I'm going on a rental house hunt for 2 weeks, leaving next Friday. Very excited to finally set foot in Melbourne  I've found a few properties that we like, and have gotten an application form from one of the realtors (to see what is required on the application), and of course it asks where you work, for how long, what your salary is, etc. 

How do new migrants secure rentals when they don't yet have jobs? Anyone have experience with this?

We have savings, so can show bank statements, etc. Hopefully that will be enough. And currently I'm still employed here in the US. So I guess I could list that on the application (though while it is the truth at the time of the application, by the time we move it won't be true anymore). 

We have to secure an Australian address in order to get our pet import permits (the pet import permit application requires it). So I feel like I'm in a weird catch 22 situation right now. If it weren't for the pet situation, we'd be OK getting a short-stay rental, etc. 

Anyway - anyone have advice/experience re: being able to get into a rental property?
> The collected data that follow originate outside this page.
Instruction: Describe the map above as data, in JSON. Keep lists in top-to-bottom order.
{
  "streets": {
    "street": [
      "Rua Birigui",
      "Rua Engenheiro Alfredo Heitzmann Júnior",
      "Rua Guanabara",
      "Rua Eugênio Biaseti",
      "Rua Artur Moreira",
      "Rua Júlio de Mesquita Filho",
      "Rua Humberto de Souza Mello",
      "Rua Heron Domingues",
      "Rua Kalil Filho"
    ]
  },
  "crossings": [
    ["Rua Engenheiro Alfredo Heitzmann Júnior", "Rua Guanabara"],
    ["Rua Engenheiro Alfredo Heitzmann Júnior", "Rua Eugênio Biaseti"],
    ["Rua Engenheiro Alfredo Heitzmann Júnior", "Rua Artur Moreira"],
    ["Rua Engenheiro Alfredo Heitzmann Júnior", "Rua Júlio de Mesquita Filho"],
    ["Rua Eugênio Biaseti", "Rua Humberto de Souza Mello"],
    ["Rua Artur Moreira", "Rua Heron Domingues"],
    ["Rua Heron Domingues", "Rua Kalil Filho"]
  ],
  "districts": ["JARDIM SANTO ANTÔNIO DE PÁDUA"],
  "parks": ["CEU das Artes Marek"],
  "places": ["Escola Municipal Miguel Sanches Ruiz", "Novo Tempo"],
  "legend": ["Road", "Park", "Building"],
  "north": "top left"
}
Sent from my iPad using ExpatForum


----------



## teejay212 (Aug 20, 2010)

Mbc71,

I suggest the easiest and simplest way (If you can afford it) is to offer to pay the first 6 or 12 months up front. My nephew came over from the UK to Perth and paid 6 months up front - he moved in within 10 days of arriving - it gives you a better chance of securing a place more easily !! TJ


----------



## dunnmat (Mar 25, 2012)

Yeh agree with teejay we offered rent in advance to get a place. However, must stress not to rent a place without first viewing. Have you not got a friend who's address u can use for the pets?


----------



## mbc71 (Dec 30, 2011)

Thanks for the advice re: offering to pay rent up front... Will definitely do that. I'm here in Melbourne now (got here on Sunday), am going to view a rental property today (and have a lot more inspections lined up this week).


----------



## Lavanya L (Sep 14, 2013)

Yes, it occurs in many people's life when shifting from a place to place. By god's grace some people search through real estate websites to avoid roaming and searching property and save money.


----------